Companies like these have thrived doing good business this way, which is not to suggest it’s dishonest business: By many reports, Boeing has kept the 747 program viable mainly because newer, more aerodynamic and fuel-efficient wide-body jets cannot sustain the feds’ security and other requirements for Air Force One. Surely that adds to the extraordinary replacement cost. Lockheed was developing the F-35 Joint Strike Fighter for 19 years before the first jets entered service. Surely bureaucratic oversight and excess in the Defense department added to the extraordinary cost.
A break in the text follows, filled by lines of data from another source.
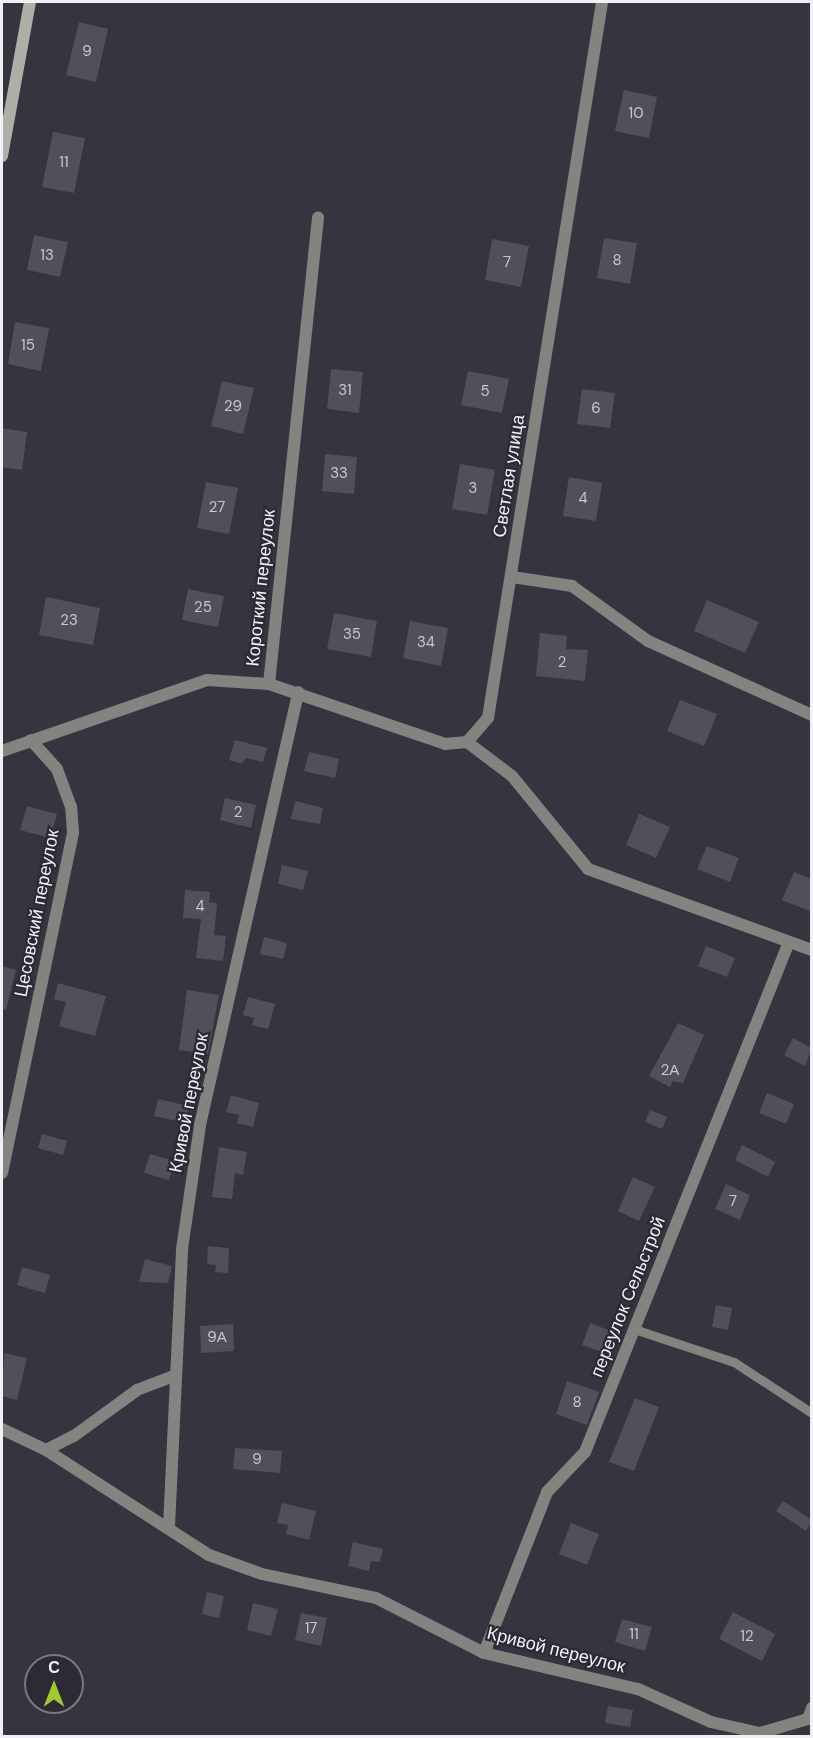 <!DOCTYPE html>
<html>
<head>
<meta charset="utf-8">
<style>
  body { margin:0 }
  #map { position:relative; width:813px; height:1738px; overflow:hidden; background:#36343f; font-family:"DM Sans",sans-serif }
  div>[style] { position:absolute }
  .building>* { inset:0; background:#514f5a }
  .lane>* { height:9px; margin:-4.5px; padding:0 4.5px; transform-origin:4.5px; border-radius:4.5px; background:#82847f }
  .street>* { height:12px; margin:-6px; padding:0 6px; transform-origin:6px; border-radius:6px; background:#82847f }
  .secondary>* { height:12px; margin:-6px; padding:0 6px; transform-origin:6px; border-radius:6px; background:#acb0a7 }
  span { translate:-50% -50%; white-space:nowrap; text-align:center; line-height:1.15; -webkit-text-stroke:4.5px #2c2a34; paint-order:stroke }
  .number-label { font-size:15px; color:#c9c8d0 }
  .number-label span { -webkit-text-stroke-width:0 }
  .street-label { font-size:18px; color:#f1f0f7 }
  .frame { position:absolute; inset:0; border:3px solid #f1f0f7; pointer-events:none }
  .north { position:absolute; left:24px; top:1654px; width:60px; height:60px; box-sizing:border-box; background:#2c2a34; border:2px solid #7b7982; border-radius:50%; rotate:0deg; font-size:16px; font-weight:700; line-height:24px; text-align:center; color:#f1f0f7 }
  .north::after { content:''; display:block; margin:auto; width:21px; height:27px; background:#9fca2e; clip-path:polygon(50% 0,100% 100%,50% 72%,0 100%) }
</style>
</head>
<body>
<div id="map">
  <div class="building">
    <div style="clip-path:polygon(79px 22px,108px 29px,96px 82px,66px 75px)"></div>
    <div style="clip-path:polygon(624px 90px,657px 97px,649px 138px,615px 131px)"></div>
    <div style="clip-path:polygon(53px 132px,85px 138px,74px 193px,42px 187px)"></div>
    <div style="clip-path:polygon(34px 235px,68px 242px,60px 277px,27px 270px)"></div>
    <div style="clip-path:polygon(604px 238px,637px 243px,630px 284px,597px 278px)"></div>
    <div style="clip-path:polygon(492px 239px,529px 246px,521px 287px,485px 280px)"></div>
    <div style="clip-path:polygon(15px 322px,49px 328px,41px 371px,8px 364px)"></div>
    <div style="clip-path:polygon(331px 369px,363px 372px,359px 413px,327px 409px)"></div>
    <div style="clip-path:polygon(468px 371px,509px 379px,502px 413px,461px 405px)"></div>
    <div style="clip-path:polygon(222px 381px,254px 388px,243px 434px,211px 426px)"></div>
    <div style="clip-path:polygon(582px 389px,615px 393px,610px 428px,577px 424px)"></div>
    <div style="clip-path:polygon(2px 428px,27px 432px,22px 470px,2px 467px)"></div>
    <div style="clip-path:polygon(325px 454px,357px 457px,354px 494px,322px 491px)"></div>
    <div style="clip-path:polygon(460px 464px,495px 470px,487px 515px,452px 509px)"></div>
    <div style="clip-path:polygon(569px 477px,602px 483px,596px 521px,563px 516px)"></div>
    <div style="clip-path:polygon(206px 482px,238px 488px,229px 534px,197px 528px)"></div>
    <div style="clip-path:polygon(188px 589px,224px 596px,218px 627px,182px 620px)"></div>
    <div style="clip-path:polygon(46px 597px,100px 608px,93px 645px,39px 635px)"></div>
    <div style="clip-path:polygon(707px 600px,759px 622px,745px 653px,694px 631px)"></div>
    <div style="clip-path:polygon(334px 613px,377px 621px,371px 657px,327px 649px)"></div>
    <div style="clip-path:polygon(410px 621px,448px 628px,441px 666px,403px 658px)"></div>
    <div style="clip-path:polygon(540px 633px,567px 636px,566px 649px,588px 650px,585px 681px,536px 676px)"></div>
    <div style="clip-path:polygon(680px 700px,717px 714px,704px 746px,667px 731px)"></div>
    <div style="clip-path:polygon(235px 740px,267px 748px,263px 762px,246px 758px,242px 764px,229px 760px)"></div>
    <div style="clip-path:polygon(309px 752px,339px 759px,335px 778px,304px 771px)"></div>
    <div style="clip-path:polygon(225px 798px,256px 805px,251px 828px,220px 820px)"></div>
    <div style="clip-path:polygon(295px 801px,323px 808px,320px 824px,291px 819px)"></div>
    <div style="clip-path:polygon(27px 806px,57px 814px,50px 838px,20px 830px)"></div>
    <div style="clip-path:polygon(639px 814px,670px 827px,656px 858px,626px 845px)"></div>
    <div style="clip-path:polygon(707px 846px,739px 858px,730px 882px,697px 869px)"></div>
    <div style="clip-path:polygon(282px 865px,308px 871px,303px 890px,278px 884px)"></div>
    <div style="clip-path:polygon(794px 872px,812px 879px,812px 912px,782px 900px)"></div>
    <div style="clip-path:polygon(185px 890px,210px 892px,209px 902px,217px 903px,214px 935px,226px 936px,223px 961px,196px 958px,201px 919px,183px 918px)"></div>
    <div style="clip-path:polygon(264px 937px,287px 943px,283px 959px,260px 954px)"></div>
    <div style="clip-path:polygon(706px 946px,735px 958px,727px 977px,698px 966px)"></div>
    <div style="clip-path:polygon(2px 966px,16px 970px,6px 1010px,2px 1009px)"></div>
    <div style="clip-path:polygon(58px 983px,106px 996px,95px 1036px,59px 1026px,66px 1002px,54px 999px)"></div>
    <div style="clip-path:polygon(187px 990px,219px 995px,208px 1054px,179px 1050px)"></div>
    <div style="clip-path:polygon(248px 997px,275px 1004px,268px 1029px,252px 1025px,254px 1018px,243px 1015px)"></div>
    <div style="clip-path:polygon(678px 1023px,704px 1035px,683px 1083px,673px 1081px,670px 1087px,649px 1076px)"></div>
    <div style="clip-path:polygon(793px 1038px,812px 1048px,805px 1066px,784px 1055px)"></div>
    <div style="clip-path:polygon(767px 1093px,794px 1104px,786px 1124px,759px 1113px)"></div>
    <div style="clip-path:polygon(231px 1095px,259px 1103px,253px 1127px,237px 1123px,239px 1115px,226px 1112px)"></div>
    <div style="clip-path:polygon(158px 1099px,189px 1106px,185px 1123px,154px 1116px)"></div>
    <div style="clip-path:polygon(650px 1110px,667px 1117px,662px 1129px,645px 1122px)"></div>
    <div style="clip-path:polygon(42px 1134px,67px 1141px,63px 1155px,38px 1148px)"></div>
    <div style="clip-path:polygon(742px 1145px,775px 1162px,768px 1177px,735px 1160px)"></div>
    <div style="clip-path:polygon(219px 1147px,247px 1152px,243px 1175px,235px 1173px,232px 1199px,212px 1197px)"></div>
    <div style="clip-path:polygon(150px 1154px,175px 1161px,169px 1180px,144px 1173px)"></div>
    <div style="clip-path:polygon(633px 1177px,655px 1187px,639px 1221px,618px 1211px)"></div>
    <div style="clip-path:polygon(726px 1184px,750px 1195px,740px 1220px,715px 1209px)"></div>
    <div style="clip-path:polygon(208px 1246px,229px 1248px,228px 1273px,215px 1272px,216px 1265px,207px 1264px)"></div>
    <div style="clip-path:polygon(145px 1259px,172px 1266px,168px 1283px,139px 1282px)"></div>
    <div style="clip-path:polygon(22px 1267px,50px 1275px,45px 1293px,17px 1285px)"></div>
    <div style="clip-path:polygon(716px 1305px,732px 1308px,728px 1330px,712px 1327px)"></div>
    <div style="clip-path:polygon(590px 1323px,619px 1334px,611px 1355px,582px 1345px)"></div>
    <div style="clip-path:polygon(233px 1324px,234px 1351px,201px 1353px,200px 1326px)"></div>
    <div style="clip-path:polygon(4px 1353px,27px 1358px,17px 1400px,2px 1396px)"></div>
    <div style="clip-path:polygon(567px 1381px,599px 1392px,587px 1425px,556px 1414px)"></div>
    <div style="clip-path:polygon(635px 1398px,659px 1407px,634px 1471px,609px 1462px)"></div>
    <div style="clip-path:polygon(235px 1448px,282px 1451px,280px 1473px,233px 1469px)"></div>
    <div style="clip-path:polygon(783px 1501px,812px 1520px,806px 1531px,776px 1511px)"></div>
    <div style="clip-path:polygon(282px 1503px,316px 1511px,309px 1540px,286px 1534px,288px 1525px,277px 1523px)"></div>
    <div style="clip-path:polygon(571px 1523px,599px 1534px,587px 1565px,559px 1554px)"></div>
    <div style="clip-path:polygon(353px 1542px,383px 1549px,380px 1562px,371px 1561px,369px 1571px,348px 1566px)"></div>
    <div style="clip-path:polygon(207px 1592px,224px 1596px,219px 1618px,202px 1614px)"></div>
    <div style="clip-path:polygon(253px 1603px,278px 1609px,271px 1636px,247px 1630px)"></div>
    <div style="clip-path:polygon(733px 1612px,775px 1634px,762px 1661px,719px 1639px)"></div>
    <div style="clip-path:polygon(301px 1613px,327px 1618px,321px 1646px,295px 1640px)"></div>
    <div style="clip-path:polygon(622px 1619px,652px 1627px,645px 1651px,615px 1642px)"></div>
    <div style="clip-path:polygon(608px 1706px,633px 1710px,630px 1727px,605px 1723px)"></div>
  </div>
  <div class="lane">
    <div style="left:634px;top:1329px;width:105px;rotate:18.3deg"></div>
    <div style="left:734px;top:1362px;width:93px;rotate:33.2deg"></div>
  </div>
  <div class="street">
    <div style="left:512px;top:577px;width:61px;rotate:8.5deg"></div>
    <div style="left:572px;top:586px;width:94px;rotate:35.9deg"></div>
    <div style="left:648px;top:641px;width:180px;rotate:24.3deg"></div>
    <div style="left:269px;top:684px;width:186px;rotate:18.8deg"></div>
    <div style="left:445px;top:744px;width:22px;rotate:-5deg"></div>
    <div style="left:467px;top:742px;width:32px;rotate:-49deg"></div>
    <div style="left:488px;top:718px;width:725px;rotate:-80.95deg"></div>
    <div style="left:467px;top:742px;width:56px;rotate:37.1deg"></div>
    <div style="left:512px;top:776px;width:120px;rotate:50.7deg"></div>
    <div style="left:588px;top:869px;width:238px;rotate:19.9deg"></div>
    <div style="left:2px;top:751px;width:217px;rotate:-19.1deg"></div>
    <div style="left:207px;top:680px;width:62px;rotate:3.7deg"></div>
    <div style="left:269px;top:684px;width:469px;rotate:-84deg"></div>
    <div style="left:2px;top:1173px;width:347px;rotate:-78.2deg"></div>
    <div style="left:73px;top:833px;width:26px;rotate:-94deg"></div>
    <div style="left:71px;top:807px;width:40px;rotate:-110.2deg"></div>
    <div style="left:57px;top:769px;width:39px;rotate:-132deg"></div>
    <div style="left:2px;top:1429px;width:49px;rotate:25.5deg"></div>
    <div style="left:46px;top:1450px;width:194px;rotate:32.8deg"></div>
    <div style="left:209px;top:1555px;width:56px;rotate:19.7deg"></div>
    <div style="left:262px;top:1574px;width:116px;rotate:11.9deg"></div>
    <div style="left:376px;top:1598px;width:121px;rotate:27deg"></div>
    <div style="left:484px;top:1653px;width:158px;rotate:13.2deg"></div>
    <div style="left:638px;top:1689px;width:80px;rotate:24.3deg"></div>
    <div style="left:711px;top:1722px;width:50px;rotate:12.7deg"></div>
    <div style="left:760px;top:1733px;width:50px;rotate:-16.3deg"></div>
    <div style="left:808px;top:1719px;width:12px;rotate:-70deg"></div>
    <div style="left:46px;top:1450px;width:31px;rotate:-27deg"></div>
    <div style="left:74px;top:1436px;width:78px;rotate:-36.1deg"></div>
    <div style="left:137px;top:1390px;width:39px;rotate:-21deg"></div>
    <div style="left:169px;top:1527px;width:278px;rotate:-87.3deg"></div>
    <div style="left:182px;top:1249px;width:125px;rotate:-81.7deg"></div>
    <div style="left:200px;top:1125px;width:444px;rotate:-77.2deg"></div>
    <div style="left:484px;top:1653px;width:173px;rotate:-68.6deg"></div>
    <div style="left:547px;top:1492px;width:55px;rotate:-46.5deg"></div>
    <div style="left:585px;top:1452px;width:549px;rotate:-68.2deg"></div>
  </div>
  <div class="secondary">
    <div style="left:2px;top:156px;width:157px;rotate:-79.7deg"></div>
  </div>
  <div class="number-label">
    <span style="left:87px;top:52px">9</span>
    <span style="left:636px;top:114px">10</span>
    <span style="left:64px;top:163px">11</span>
    <span style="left:47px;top:256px">13</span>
    <span style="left:617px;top:261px">8</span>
    <span style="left:507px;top:263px">7</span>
    <span style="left:28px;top:346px">15</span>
    <span style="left:345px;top:391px">31</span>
    <span style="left:485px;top:392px">5</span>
    <span style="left:233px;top:407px">29</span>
    <span style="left:596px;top:409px">6</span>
    <span style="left:339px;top:474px">33</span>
    <span style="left:473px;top:489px">3</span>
    <span style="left:583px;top:499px">4</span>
    <span style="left:217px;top:508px">27</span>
    <span style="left:203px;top:608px">25</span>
    <span style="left:69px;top:621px">23</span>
    <span style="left:352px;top:635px">35</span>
    <span style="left:426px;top:643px">34</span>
    <span style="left:562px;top:663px">2</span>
    <span style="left:238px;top:813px">2</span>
    <span style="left:200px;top:907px">4</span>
    <span style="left:670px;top:1071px">2А</span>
    <span style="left:733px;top:1202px">7</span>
    <span style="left:217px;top:1338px">9А</span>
    <span style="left:577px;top:1403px">8</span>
    <span style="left:257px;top:1460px">9</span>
    <span style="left:311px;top:1629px">17</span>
    <span style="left:634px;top:1635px">11</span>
    <span style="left:747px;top:1637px">12</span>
  </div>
  <div class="street-label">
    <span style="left:509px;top:476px;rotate:-81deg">Светлая улица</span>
    <span style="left:261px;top:588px;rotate:-84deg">Короткий переулок</span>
    <span style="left:37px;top:913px;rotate:-79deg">Цесовский переулок</span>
    <span style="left:189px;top:1103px;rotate:-79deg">Кривой переулок</span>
    <span style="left:628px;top:1297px;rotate:-68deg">переулок Сельстрой</span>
    <span style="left:556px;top:1650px;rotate:14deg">Кривой переулок</span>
  </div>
  <div class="frame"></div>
  <div class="north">С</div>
</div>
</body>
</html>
The inefficiency that voters identified as a problem was in fact a feature of the federal government making itself as amenable and available as possible to businesses straining to operate in a global economy — and proceeding to tax citizens and regulate businesses in order to keep its own “business” viable.
In the real business world, bureaucracy is a relic. Non-essential activities have been eliminated, non-core businesses have been sold or spun-off. Service functions are contracted out to the lowest-cost provider. And now the nation’s highest elected official is adopting that aggressive, business-savvy, deal-oriented attitude.
If the federal government has been converted into a soul-less bureaucracy, it’s likely now we’ve arrived at the moment when a corporate raider takes charge and applies a right-sizing strategy. The objective of this apparently is to make the U.S. economy more competitive against other, ruthless global economic powers, but is a new business model sufficient to satisfy those demanding no more “business as usual”? In the business world, stakeholders demand results, not just headlines.